Es precisamente en estos momentos poner a prueba la resiliencia para afrontar de manera mesurada, pero con tesón la áspera atmosfera que rodea nuestra sociedad que se debate entre la violencia, manifestada en el incremento de la criminalidad y los conflictos sociales. Las otrora calles de Ecuador, que alguna vez fueron símbolo de la pacificación y vibrante vida comunitaria, hoy se han convertido en escenarios de miedo y tensión creando cada vez más zozobra y pánico ciudadano.
El entorno político del Ecuador es otra arista que atraviesa por un periodo de alta volatilidad.

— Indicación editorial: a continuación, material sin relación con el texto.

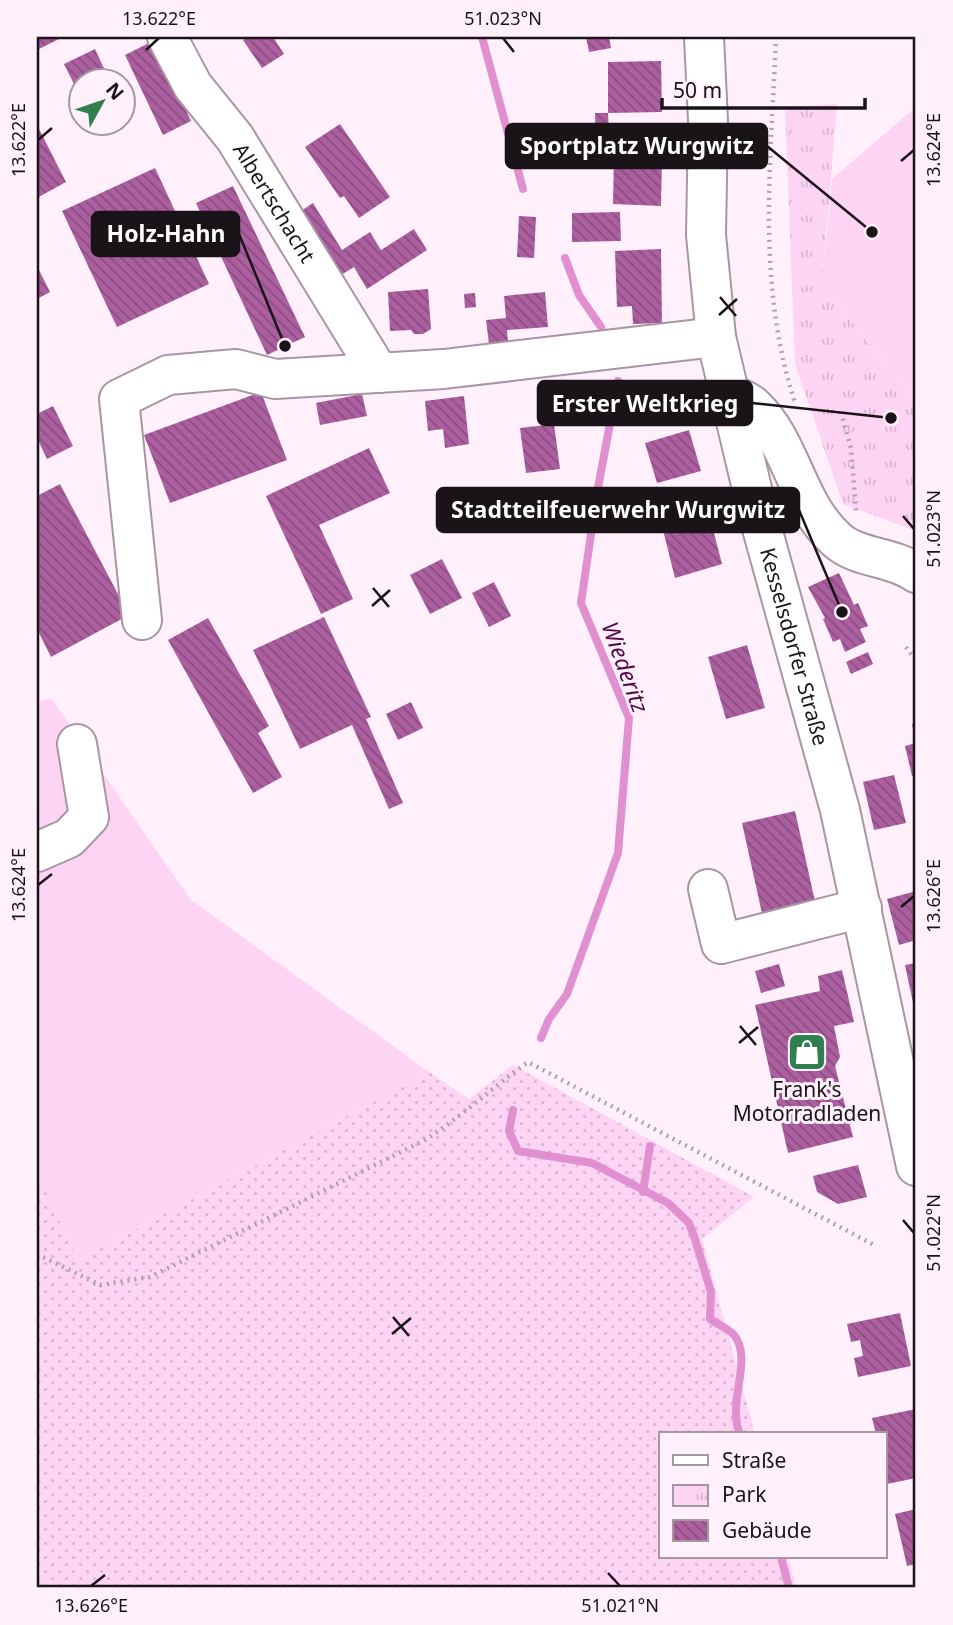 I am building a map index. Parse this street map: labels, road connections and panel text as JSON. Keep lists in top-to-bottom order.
{
  "streets": {
    "main road": ["Albertschacht", "Kesselsdorfer Straße"]
  },
  "water": ["Wiederitz"],
  "places": {
    "other": [
      "Sportplatz Wurgwitz",
      "Holz-Hahn",
      "Erster Weltkrieg",
      "Stadtteilfeuerwehr Wurgwitz"
    ],
    "shop": ["Frank's Motorradladen"]
  },
  "legend": ["Straße", "Park", "Gebäude"],
  "scale_bar": "50 m",
  "north": "top right",
  "coordinates": [
    "13.622°E",
    "51.023°N",
    "13.624°E",
    "13.626°E",
    "51.022°N",
    "51.021°N"
  ]
} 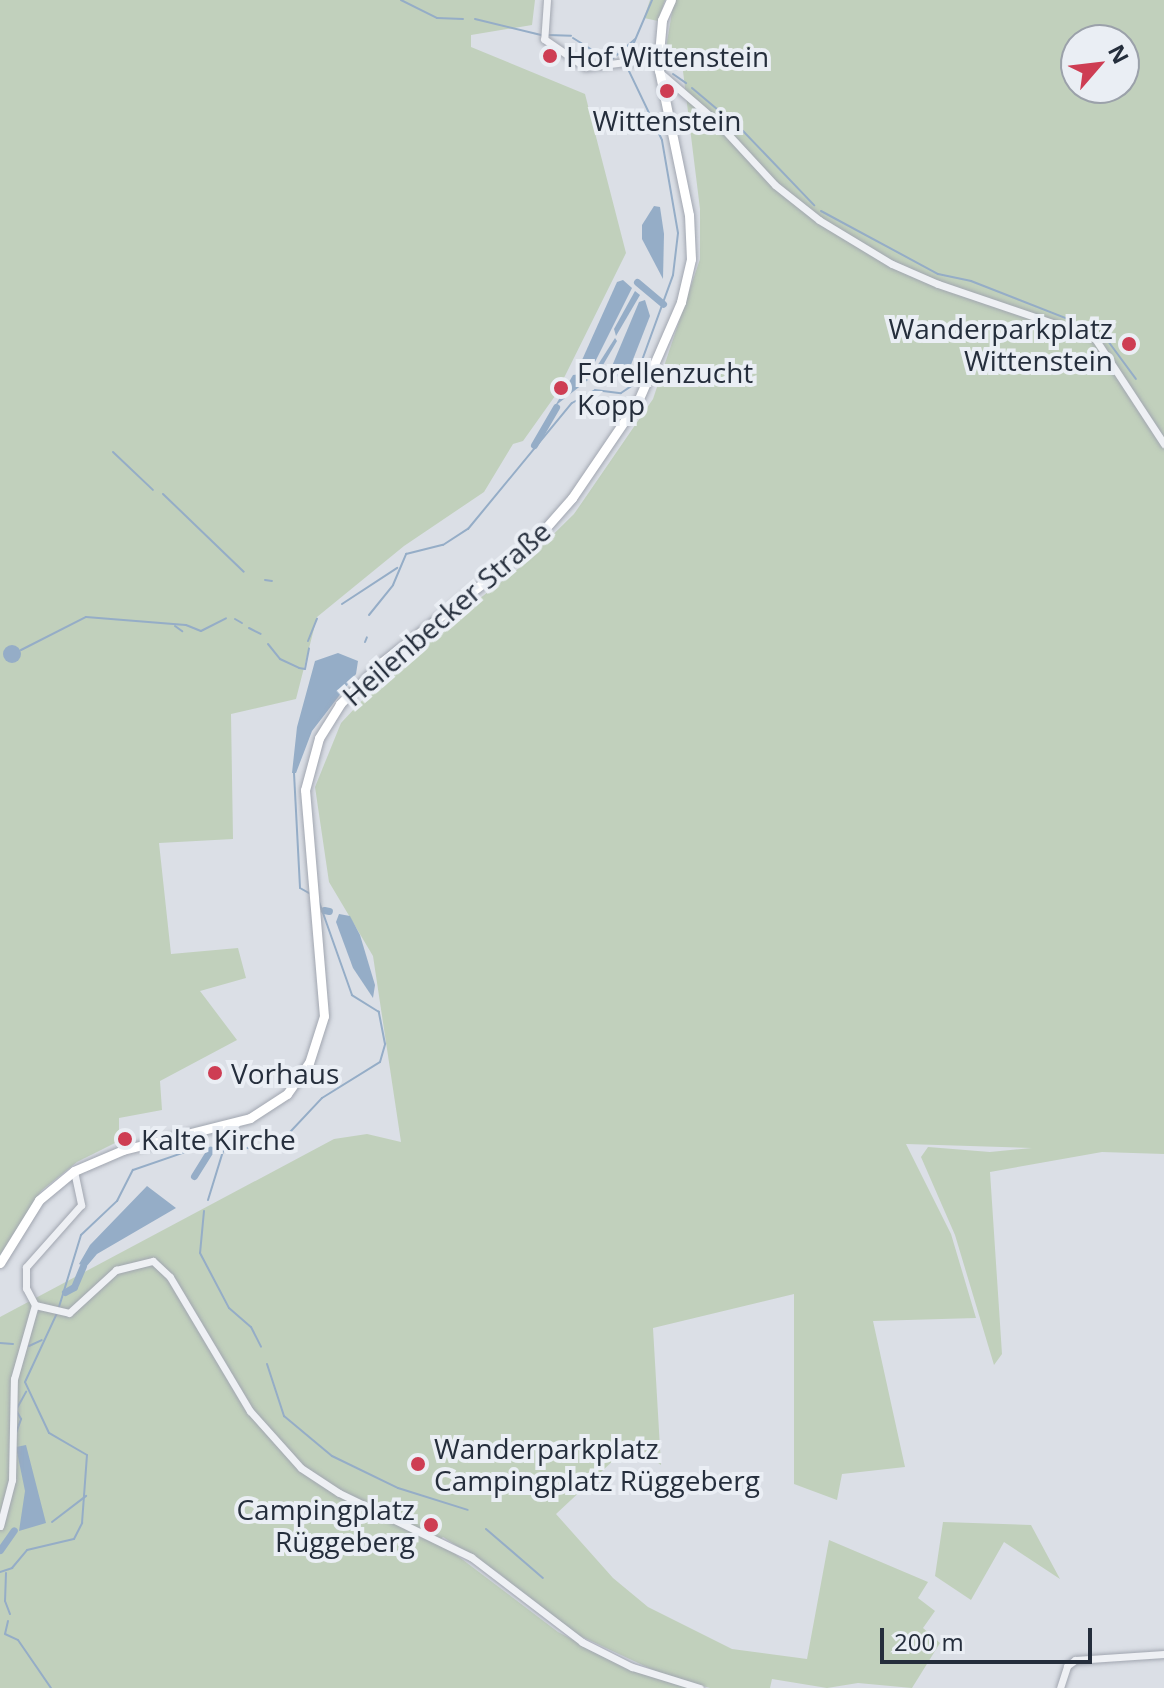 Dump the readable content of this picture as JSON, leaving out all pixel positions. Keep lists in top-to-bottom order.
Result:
{
  "streets": {
    "main road": ["Heilenbecker Straße"]
  },
  "places": [
    "Hof Wittenstein",
    "Wittenstein",
    "Wanderparkplatz Wittenstein",
    "Forellenzucht Kopp",
    "Vorhaus",
    "Kalte Kirche",
    "Wanderparkplatz Campingplatz Rüggeberg",
    "Campingplatz Rüggeberg"
  ],
  "scale_bar": "200 m",
  "north": "top right"
} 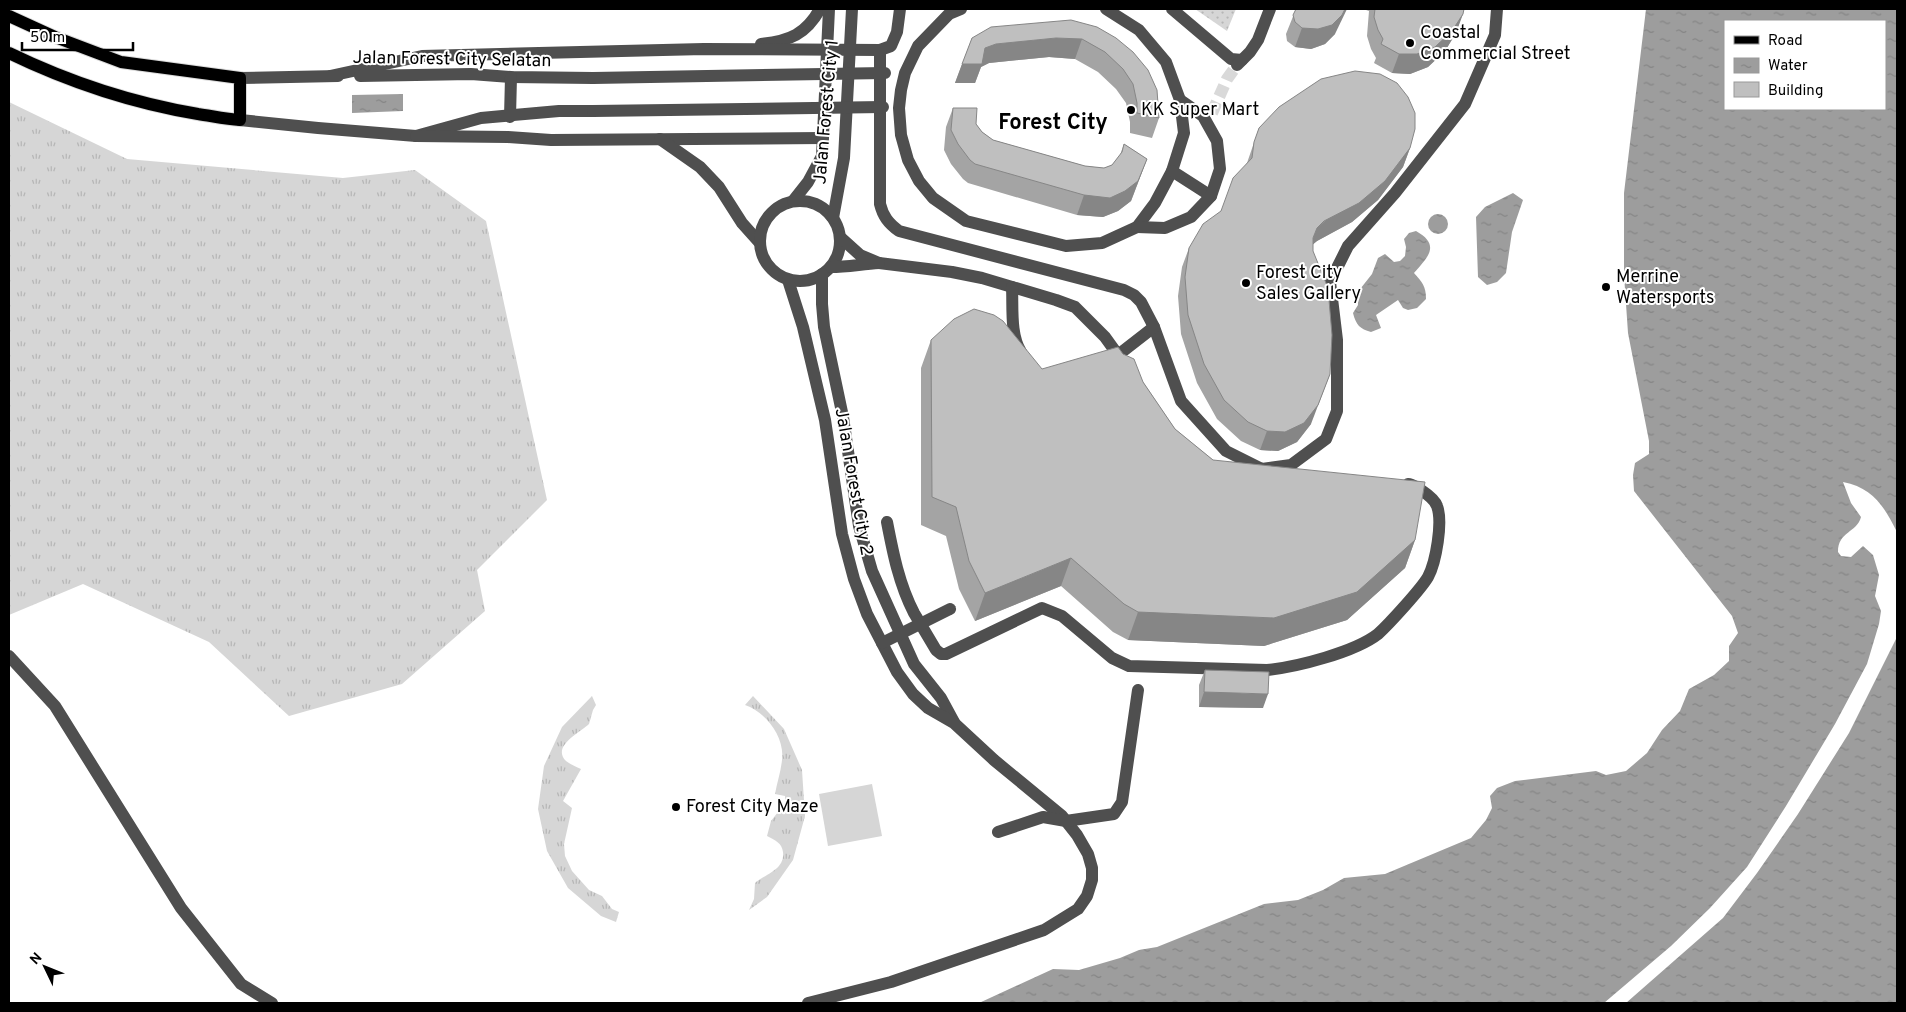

La polarización y los constantes cambios en el liderazgo han debilitado la estabilidad institucional, generando desconfianza y apatía entre los ciudadanos; no obstante, llegó el momento para apaciguar esta turbulencia, a través de la resiliencia, como acción verdadera de las comunidades para organizarse, protegerse mutuamente y reclamar espacios seguros a través de iniciativas solidarias para alcanzar un sistema más transparente y participativo, a través de un diálogo y consensos colectivos
La resiliencia se manifiesta en la lucha incansable de periodistas, activistas y ciudadanos comprometidos con la transparencia y la justicia. La fortaleza de una nación se mide no solo por los desafíos que enfrenta, sino por la capacidad de sus ciudadanos para resistir, denunciar y buscar la verdad, cooperando juntos para terminar con la corrupción y empezar a erigir un país más íntegro y prometedor.